[Information shown Boundary: Start]

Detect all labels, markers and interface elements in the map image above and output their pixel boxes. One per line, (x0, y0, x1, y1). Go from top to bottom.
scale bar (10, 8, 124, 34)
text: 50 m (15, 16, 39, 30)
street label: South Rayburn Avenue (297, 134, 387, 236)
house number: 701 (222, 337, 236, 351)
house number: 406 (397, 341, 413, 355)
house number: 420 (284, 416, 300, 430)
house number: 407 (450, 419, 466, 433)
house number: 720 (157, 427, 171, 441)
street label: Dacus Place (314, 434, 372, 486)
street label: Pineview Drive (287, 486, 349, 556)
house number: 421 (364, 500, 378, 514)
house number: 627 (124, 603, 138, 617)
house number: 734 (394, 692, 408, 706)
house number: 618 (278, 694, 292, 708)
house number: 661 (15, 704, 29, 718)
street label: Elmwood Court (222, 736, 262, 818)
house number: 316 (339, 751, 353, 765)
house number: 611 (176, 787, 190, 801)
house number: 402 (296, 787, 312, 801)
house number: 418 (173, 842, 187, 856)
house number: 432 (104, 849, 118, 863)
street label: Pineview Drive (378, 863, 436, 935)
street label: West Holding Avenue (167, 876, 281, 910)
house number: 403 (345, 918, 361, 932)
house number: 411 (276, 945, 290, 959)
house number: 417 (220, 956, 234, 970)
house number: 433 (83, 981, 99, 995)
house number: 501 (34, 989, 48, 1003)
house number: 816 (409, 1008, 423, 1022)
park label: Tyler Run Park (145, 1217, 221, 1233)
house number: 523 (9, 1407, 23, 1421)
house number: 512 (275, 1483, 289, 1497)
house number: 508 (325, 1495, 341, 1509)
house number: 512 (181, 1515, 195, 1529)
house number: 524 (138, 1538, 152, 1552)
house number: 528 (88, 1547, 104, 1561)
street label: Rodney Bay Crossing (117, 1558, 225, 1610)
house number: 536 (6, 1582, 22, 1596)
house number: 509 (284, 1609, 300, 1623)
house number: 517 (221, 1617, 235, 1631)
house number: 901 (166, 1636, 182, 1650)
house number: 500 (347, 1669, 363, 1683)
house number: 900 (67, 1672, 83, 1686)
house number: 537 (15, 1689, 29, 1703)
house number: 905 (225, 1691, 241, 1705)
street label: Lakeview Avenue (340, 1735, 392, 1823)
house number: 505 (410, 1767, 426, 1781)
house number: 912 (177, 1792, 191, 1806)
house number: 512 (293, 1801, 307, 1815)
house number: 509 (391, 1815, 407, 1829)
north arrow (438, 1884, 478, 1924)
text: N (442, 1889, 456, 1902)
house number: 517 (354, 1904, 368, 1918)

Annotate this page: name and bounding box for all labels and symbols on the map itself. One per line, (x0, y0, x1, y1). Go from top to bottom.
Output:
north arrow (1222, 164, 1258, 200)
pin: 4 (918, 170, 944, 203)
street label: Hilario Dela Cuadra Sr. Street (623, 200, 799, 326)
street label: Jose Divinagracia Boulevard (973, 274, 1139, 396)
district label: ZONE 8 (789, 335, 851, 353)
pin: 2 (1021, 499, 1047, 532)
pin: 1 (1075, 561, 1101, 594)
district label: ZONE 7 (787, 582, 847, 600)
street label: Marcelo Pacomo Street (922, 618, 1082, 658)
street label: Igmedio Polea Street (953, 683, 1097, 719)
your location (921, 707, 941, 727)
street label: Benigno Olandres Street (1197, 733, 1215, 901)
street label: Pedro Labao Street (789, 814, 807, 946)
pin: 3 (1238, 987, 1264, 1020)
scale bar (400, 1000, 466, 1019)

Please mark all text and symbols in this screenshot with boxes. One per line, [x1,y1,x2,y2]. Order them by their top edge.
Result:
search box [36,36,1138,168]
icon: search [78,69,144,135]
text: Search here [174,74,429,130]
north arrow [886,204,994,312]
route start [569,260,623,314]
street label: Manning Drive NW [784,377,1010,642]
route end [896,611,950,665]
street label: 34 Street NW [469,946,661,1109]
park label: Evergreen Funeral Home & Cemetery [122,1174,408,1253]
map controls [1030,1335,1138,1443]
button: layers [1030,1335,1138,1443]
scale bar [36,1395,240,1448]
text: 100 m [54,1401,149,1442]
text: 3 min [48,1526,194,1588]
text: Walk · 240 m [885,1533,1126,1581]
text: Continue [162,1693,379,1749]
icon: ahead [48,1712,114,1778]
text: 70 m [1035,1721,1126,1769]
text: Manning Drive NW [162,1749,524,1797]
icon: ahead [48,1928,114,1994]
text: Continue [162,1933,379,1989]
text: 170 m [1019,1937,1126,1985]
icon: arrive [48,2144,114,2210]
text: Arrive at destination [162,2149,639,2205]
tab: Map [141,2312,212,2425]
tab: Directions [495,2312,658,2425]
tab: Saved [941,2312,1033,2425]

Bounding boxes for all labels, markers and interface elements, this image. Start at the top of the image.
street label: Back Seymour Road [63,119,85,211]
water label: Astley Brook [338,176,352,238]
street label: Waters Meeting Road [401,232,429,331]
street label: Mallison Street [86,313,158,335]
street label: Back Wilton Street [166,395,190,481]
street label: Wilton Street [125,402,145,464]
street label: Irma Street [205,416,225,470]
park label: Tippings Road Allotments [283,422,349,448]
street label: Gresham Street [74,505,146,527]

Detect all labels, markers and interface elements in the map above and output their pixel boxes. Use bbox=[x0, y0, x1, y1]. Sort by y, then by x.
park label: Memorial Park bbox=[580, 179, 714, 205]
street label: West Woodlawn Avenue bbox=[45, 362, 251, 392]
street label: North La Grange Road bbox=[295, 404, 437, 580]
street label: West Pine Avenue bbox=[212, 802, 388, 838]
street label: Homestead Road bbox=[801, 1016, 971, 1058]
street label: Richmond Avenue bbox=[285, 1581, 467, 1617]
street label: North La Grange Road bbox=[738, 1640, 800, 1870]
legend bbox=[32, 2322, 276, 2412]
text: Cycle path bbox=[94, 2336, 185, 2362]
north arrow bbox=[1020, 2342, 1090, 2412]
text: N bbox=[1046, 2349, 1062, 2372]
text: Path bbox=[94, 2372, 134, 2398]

[Information shown Boundary: End]

▶ **Required work**:
Please output all of the entries without changing a single character.

▶ **Written response**:
Detect all labels, markers and interface elements in the map image above and output their pixel boxes. One per line, (x0, y0, x1, y1). Go from top to bottom.
scale bar (10, 8, 124, 34)
text: 50 m (15, 16, 39, 30)
street label: South Rayburn Avenue (297, 134, 387, 236)
house number: 701 (222, 337, 236, 351)
house number: 406 (397, 341, 413, 355)
house number: 420 (284, 416, 300, 430)
house number: 407 (450, 419, 466, 433)
house number: 720 (157, 427, 171, 441)
street label: Dacus Place (314, 434, 372, 486)
street label: Pineview Drive (287, 486, 349, 556)
house number: 421 (364, 500, 378, 514)
house number: 627 (124, 603, 138, 617)
house number: 734 (394, 692, 408, 706)
house number: 618 (278, 694, 292, 708)
house number: 661 (15, 704, 29, 718)
street label: Elmwood Court (222, 736, 262, 818)
house number: 316 (339, 751, 353, 765)
house number: 611 (176, 787, 190, 801)
house number: 402 (296, 787, 312, 801)
house number: 418 (173, 842, 187, 856)
house number: 432 (104, 849, 118, 863)
street label: Pineview Drive (378, 863, 436, 935)
street label: West Holding Avenue (167, 876, 281, 910)
house number: 403 (345, 918, 361, 932)
house number: 411 (276, 945, 290, 959)
house number: 417 (220, 956, 234, 970)
house number: 433 (83, 981, 99, 995)
house number: 501 (34, 989, 48, 1003)
house number: 816 (409, 1008, 423, 1022)
park label: Tyler Run Park (145, 1217, 221, 1233)
house number: 523 (9, 1407, 23, 1421)
house number: 512 (275, 1483, 289, 1497)
house number: 508 (325, 1495, 341, 1509)
house number: 512 (181, 1515, 195, 1529)
house number: 524 (138, 1538, 152, 1552)
house number: 528 (88, 1547, 104, 1561)
street label: Rodney Bay Crossing (117, 1558, 225, 1610)
house number: 536 (6, 1582, 22, 1596)
house number: 509 (284, 1609, 300, 1623)
house number: 517 (221, 1617, 235, 1631)
house number: 901 (166, 1636, 182, 1650)
house number: 500 (347, 1669, 363, 1683)
house number: 900 (67, 1672, 83, 1686)
house number: 537 (15, 1689, 29, 1703)
house number: 905 (225, 1691, 241, 1705)
street label: Lakeview Avenue (340, 1735, 392, 1823)
house number: 505 (410, 1767, 426, 1781)
house number: 912 (177, 1792, 191, 1806)
house number: 512 (293, 1801, 307, 1815)
house number: 509 (391, 1815, 407, 1829)
north arrow (438, 1884, 478, 1924)
text: N (442, 1889, 456, 1902)
house number: 517 (354, 1904, 368, 1918)

Annotate this page: name and bounding box for all labels and symbols on the map itself. One per line, (x0, y0, x1, y1). Go from top to bottom.
Output:
north arrow (1222, 164, 1258, 200)
pin: 4 (918, 170, 944, 203)
street label: Hilario Dela Cuadra Sr. Street (623, 200, 799, 326)
street label: Jose Divinagracia Boulevard (973, 274, 1139, 396)
district label: ZONE 8 (789, 335, 851, 353)
pin: 2 (1021, 499, 1047, 532)
pin: 1 (1075, 561, 1101, 594)
district label: ZONE 7 (787, 582, 847, 600)
street label: Marcelo Pacomo Street (922, 618, 1082, 658)
street label: Igmedio Polea Street (953, 683, 1097, 719)
your location (921, 707, 941, 727)
street label: Benigno Olandres Street (1197, 733, 1215, 901)
street label: Pedro Labao Street (789, 814, 807, 946)
pin: 3 (1238, 987, 1264, 1020)
scale bar (400, 1000, 466, 1019)

Please mark all text and symbols in this screenshot with boxes. One per line, [x1,y1,x2,y2]. Order them by their top edge.
Result:
search box [36,36,1138,168]
icon: search [78,69,144,135]
text: Search here [174,74,429,130]
north arrow [886,204,994,312]
route start [569,260,623,314]
street label: Manning Drive NW [784,377,1010,642]
route end [896,611,950,665]
street label: 34 Street NW [469,946,661,1109]
park label: Evergreen Funeral Home & Cemetery [122,1174,408,1253]
map controls [1030,1335,1138,1443]
button: layers [1030,1335,1138,1443]
scale bar [36,1395,240,1448]
text: 100 m [54,1401,149,1442]
text: 3 min [48,1526,194,1588]
text: Walk · 240 m [885,1533,1126,1581]
text: Continue [162,1693,379,1749]
icon: ahead [48,1712,114,1778]
text: 70 m [1035,1721,1126,1769]
text: Manning Drive NW [162,1749,524,1797]
icon: ahead [48,1928,114,1994]
text: Continue [162,1933,379,1989]
text: 170 m [1019,1937,1126,1985]
icon: arrive [48,2144,114,2210]
text: Arrive at destination [162,2149,639,2205]
tab: Map [141,2312,212,2425]
tab: Directions [495,2312,658,2425]
tab: Saved [941,2312,1033,2425]

Bounding boxes for all labels, markers and interface elements, this image. Start at the top of the image.
street label: Back Seymour Road [63,119,85,211]
water label: Astley Brook [338,176,352,238]
street label: Waters Meeting Road [401,232,429,331]
street label: Mallison Street [86,313,158,335]
street label: Back Wilton Street [166,395,190,481]
street label: Wilton Street [125,402,145,464]
street label: Irma Street [205,416,225,470]
park label: Tippings Road Allotments [283,422,349,448]
street label: Gresham Street [74,505,146,527]

Detect all labels, markers and interface elements in the map above and output their pixel boxes. Use bbox=[x0, y0, x1, y1]. Sort by y, then by x.
park label: Memorial Park bbox=[580, 179, 714, 205]
street label: West Woodlawn Avenue bbox=[45, 362, 251, 392]
street label: North La Grange Road bbox=[295, 404, 437, 580]
street label: West Pine Avenue bbox=[212, 802, 388, 838]
street label: Homestead Road bbox=[801, 1016, 971, 1058]
street label: Richmond Avenue bbox=[285, 1581, 467, 1617]
street label: North La Grange Road bbox=[738, 1640, 800, 1870]
legend bbox=[32, 2322, 276, 2412]
text: Cycle path bbox=[94, 2336, 185, 2362]
north arrow bbox=[1020, 2342, 1090, 2412]
text: N bbox=[1046, 2349, 1062, 2372]
text: Path bbox=[94, 2372, 134, 2398]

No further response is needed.